INSTRUCTIONS FOR THE TASK
Only the number is wanted: state how many lines of the data below contain the word "Keep".

RECORDED DATA
━━━━━━━━━━━━━━━━

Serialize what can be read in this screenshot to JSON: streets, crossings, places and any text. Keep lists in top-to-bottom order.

━━━━━━━━━━━━━━━━

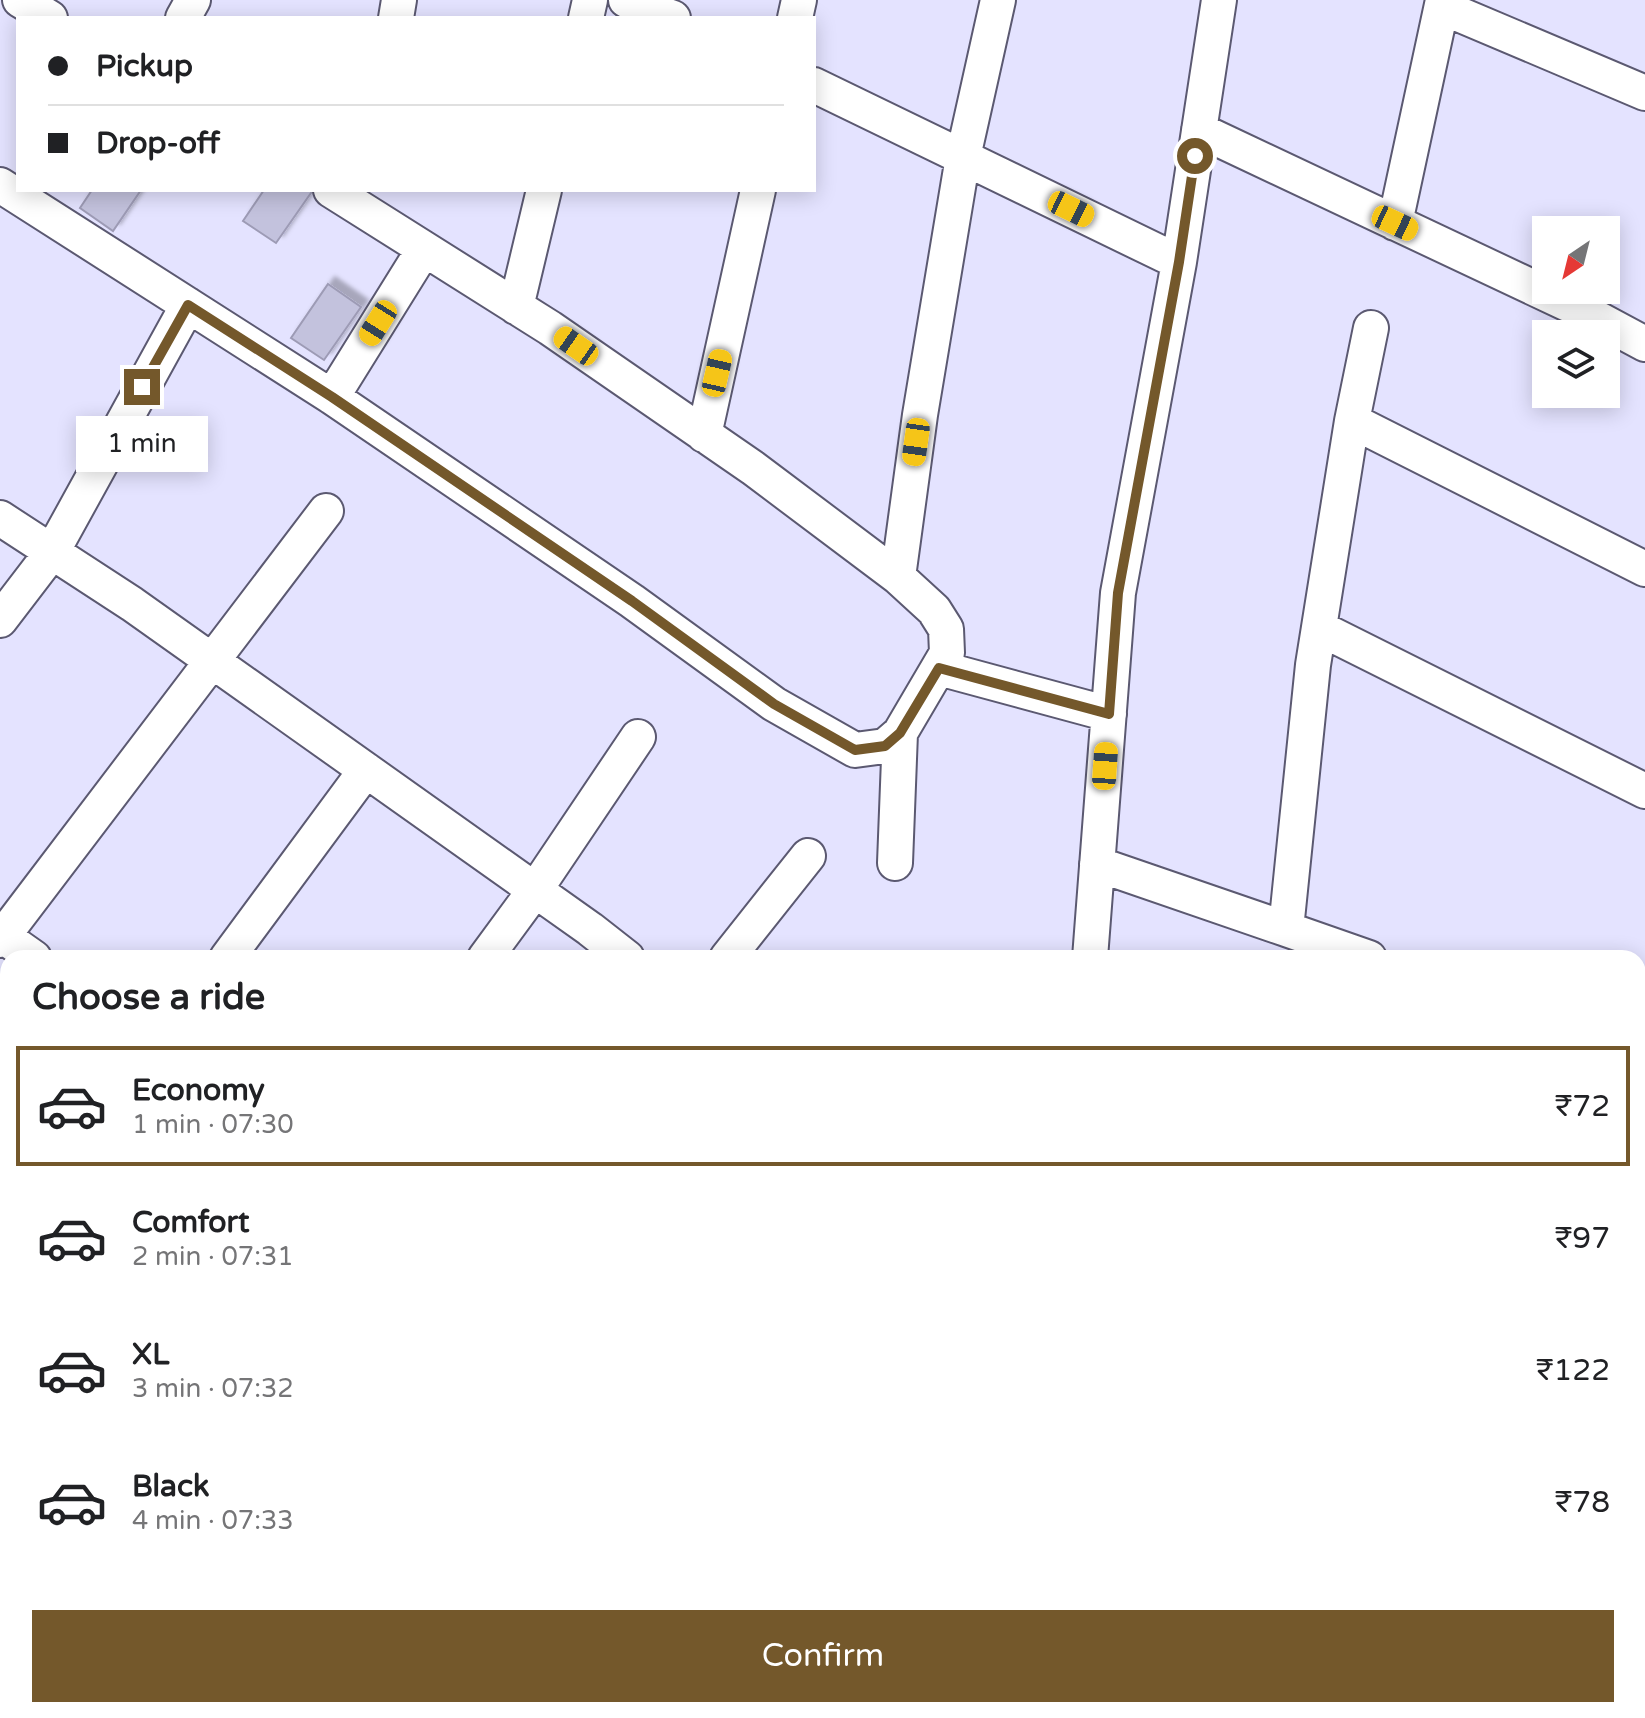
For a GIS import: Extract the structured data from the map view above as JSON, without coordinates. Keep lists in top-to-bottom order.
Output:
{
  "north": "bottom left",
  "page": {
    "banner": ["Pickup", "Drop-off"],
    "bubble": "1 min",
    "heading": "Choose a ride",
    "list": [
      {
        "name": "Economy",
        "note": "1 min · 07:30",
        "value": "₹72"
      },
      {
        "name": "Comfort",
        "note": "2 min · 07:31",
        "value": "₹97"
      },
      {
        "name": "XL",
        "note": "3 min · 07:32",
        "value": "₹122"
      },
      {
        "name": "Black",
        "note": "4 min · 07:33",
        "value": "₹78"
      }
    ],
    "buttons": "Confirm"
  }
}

━━━━━━━━━━━━━━━━

ANSWER SPACE
2